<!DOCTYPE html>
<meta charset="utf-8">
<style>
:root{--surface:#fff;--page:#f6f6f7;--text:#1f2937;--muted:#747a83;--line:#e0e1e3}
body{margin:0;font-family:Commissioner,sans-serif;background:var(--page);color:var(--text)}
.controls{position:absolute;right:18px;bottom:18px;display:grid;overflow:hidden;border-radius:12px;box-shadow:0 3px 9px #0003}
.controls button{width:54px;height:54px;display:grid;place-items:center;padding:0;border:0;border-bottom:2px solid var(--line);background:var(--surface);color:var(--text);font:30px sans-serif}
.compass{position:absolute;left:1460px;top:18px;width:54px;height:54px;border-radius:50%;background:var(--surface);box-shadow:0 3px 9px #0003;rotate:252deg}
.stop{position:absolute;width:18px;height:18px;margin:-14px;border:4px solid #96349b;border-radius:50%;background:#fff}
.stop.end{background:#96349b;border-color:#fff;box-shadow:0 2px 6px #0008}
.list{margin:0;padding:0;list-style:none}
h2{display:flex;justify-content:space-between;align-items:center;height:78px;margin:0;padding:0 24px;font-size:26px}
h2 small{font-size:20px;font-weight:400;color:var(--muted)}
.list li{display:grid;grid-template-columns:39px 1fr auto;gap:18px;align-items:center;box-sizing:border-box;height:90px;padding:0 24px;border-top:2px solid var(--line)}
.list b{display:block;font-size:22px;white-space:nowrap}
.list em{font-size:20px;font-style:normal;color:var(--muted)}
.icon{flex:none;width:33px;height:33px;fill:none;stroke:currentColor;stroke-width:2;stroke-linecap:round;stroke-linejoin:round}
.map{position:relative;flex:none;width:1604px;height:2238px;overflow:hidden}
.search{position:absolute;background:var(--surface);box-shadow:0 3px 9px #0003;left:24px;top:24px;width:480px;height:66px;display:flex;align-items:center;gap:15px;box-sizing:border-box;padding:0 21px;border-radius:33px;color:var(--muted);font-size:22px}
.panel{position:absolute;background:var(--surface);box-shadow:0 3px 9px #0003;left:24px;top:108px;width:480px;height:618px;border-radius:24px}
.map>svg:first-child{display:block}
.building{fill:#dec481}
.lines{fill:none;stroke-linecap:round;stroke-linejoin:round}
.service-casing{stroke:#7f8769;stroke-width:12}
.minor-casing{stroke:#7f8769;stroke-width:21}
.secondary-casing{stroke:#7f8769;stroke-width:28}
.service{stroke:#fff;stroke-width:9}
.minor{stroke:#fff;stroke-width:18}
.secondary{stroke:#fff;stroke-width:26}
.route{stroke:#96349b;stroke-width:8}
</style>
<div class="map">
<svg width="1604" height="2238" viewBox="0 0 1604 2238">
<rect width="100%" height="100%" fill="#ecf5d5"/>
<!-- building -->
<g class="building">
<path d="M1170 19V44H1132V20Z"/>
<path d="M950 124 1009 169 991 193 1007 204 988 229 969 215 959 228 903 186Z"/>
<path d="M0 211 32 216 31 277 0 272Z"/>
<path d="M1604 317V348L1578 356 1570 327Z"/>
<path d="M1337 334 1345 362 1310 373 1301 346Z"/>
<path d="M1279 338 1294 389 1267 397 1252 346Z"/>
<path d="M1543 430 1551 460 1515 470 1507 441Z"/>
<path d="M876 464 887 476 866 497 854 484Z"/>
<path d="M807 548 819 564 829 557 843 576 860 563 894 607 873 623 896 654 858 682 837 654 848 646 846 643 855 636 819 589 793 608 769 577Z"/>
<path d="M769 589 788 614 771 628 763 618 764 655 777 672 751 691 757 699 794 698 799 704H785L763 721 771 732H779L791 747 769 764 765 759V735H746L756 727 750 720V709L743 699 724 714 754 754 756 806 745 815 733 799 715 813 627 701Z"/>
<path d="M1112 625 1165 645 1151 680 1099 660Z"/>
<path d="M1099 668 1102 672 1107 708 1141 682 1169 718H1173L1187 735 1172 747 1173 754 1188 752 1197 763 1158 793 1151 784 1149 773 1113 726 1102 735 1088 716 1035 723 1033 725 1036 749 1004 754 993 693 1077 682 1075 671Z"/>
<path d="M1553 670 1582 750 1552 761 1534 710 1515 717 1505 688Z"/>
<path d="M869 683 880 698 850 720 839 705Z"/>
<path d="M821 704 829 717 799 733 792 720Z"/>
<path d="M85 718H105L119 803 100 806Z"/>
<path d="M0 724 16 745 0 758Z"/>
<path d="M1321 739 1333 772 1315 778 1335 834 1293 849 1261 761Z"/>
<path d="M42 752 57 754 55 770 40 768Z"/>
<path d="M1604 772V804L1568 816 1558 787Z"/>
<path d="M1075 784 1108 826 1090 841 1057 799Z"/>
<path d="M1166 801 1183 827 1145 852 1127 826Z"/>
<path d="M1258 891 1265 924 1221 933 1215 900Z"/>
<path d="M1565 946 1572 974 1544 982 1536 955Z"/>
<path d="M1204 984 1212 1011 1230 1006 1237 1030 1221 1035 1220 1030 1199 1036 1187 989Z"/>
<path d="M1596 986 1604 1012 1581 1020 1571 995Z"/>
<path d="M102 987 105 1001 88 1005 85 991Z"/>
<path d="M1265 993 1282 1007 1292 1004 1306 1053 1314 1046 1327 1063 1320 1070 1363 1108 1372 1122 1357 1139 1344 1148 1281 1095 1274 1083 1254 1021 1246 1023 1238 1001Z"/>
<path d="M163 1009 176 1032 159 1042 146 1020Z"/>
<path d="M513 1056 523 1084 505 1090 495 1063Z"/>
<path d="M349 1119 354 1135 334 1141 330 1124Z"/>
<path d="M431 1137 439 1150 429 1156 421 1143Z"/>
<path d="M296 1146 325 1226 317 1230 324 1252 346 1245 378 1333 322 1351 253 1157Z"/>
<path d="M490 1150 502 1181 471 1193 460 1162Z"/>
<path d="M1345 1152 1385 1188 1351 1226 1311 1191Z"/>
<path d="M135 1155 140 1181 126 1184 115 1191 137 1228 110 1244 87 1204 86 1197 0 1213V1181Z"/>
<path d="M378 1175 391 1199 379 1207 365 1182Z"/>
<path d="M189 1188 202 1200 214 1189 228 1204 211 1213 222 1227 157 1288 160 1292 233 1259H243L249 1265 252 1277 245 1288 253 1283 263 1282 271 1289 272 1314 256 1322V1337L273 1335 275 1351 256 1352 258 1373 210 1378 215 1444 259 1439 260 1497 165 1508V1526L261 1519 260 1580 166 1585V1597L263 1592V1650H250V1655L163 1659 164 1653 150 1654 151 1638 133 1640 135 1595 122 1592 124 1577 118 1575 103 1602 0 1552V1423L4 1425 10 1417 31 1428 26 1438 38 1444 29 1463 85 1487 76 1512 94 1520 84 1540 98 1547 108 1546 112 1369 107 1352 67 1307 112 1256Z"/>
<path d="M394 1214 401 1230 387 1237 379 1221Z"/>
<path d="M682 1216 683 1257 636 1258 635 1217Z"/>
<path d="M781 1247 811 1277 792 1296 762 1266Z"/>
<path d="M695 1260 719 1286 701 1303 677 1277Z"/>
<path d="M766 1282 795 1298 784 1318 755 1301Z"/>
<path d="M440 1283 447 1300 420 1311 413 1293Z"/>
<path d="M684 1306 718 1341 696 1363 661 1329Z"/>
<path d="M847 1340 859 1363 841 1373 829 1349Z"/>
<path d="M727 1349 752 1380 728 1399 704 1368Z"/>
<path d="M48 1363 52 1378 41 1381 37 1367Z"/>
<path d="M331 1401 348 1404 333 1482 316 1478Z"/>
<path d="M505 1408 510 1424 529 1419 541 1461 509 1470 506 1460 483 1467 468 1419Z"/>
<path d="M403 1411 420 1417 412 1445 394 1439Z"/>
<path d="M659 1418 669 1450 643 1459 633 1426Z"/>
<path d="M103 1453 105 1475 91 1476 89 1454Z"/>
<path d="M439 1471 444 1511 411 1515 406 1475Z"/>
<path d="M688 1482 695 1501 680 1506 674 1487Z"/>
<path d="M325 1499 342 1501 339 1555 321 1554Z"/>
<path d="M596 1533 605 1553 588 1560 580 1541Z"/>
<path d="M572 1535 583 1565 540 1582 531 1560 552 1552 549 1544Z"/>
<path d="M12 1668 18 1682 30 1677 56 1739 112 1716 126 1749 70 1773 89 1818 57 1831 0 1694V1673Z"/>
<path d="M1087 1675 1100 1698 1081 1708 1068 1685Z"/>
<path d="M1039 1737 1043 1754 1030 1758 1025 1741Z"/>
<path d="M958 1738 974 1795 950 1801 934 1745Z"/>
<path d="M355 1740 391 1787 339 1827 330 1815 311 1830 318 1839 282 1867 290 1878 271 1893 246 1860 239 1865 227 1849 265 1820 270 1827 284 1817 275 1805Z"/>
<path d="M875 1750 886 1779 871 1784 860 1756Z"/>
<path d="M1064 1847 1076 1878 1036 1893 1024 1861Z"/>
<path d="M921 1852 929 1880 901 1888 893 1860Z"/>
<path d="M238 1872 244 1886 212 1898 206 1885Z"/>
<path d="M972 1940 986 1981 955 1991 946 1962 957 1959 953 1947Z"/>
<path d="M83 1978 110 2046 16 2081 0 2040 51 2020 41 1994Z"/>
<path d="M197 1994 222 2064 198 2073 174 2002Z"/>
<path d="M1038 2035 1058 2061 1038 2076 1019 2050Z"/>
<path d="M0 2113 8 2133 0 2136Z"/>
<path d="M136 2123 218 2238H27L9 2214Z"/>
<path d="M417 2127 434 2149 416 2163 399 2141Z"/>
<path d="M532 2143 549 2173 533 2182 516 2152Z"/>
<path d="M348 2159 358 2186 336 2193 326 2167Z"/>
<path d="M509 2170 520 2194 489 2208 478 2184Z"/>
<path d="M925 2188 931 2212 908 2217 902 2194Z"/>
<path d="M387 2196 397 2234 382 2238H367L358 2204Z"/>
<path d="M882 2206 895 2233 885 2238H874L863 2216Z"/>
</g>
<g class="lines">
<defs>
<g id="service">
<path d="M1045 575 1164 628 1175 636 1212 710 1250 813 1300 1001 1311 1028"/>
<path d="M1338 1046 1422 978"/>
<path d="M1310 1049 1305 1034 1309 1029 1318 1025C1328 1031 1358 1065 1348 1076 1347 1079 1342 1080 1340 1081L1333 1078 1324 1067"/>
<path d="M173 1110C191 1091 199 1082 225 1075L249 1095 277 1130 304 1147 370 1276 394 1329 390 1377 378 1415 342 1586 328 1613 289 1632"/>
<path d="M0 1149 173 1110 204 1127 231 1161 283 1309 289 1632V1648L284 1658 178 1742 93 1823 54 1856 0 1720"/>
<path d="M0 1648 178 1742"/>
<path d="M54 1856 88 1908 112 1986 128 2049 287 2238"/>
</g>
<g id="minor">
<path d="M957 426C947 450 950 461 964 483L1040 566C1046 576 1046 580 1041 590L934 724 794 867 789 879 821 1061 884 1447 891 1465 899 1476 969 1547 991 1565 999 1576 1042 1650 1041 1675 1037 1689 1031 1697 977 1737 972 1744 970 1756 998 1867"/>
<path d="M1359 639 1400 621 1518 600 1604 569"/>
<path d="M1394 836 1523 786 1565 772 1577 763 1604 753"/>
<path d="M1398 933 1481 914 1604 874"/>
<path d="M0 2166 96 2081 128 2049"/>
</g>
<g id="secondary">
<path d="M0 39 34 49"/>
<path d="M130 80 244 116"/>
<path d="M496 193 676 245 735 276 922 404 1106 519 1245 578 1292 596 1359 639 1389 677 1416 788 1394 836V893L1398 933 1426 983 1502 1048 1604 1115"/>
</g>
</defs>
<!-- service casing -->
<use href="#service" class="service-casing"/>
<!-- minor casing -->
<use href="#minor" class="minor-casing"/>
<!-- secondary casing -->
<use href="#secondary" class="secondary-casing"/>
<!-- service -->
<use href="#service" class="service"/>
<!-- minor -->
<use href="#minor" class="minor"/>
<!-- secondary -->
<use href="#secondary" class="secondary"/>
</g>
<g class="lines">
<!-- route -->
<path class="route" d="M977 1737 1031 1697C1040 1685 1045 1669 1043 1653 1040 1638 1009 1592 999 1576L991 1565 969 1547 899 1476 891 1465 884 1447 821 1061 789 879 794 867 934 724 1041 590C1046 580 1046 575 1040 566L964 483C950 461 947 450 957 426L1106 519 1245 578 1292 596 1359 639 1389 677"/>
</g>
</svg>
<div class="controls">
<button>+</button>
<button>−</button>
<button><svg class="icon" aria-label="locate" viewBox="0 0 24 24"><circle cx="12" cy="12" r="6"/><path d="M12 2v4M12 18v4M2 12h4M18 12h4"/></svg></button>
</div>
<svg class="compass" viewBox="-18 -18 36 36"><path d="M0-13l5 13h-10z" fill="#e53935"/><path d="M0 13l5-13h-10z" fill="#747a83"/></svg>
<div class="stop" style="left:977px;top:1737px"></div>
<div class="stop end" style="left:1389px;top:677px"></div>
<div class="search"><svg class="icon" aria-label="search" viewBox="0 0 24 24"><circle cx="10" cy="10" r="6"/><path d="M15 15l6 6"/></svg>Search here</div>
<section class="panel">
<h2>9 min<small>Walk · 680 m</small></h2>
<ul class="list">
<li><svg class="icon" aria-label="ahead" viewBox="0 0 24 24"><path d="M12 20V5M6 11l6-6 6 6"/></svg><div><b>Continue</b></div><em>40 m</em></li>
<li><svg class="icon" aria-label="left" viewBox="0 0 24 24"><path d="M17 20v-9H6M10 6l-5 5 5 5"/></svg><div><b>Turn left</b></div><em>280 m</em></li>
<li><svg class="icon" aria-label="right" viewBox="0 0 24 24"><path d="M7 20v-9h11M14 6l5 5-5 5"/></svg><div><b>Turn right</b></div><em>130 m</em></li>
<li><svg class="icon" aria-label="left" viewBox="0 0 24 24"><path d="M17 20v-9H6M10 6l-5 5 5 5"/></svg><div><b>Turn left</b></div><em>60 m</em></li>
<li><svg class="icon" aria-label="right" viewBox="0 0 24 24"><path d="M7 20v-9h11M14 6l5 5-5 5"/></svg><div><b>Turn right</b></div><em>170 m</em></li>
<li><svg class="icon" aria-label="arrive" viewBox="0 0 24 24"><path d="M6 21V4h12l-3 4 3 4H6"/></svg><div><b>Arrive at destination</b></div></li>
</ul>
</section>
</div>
----------------------------------------
--- EXERCISE REQUIREMENTS ---
Identify each line in the records above that contains the word "serif", and copy it out in full.

--- SOLUTION ---
body{margin:0;font-family:Commissioner,sans-serif;background:var(--page);color:var(--text)}
.controls button{width:54px;height:54px;display:grid;place-items:center;padding:0;border:0;border-bottom:2px solid var(--line);background:var(--surface);color:var(--text);font:30px sans-serif}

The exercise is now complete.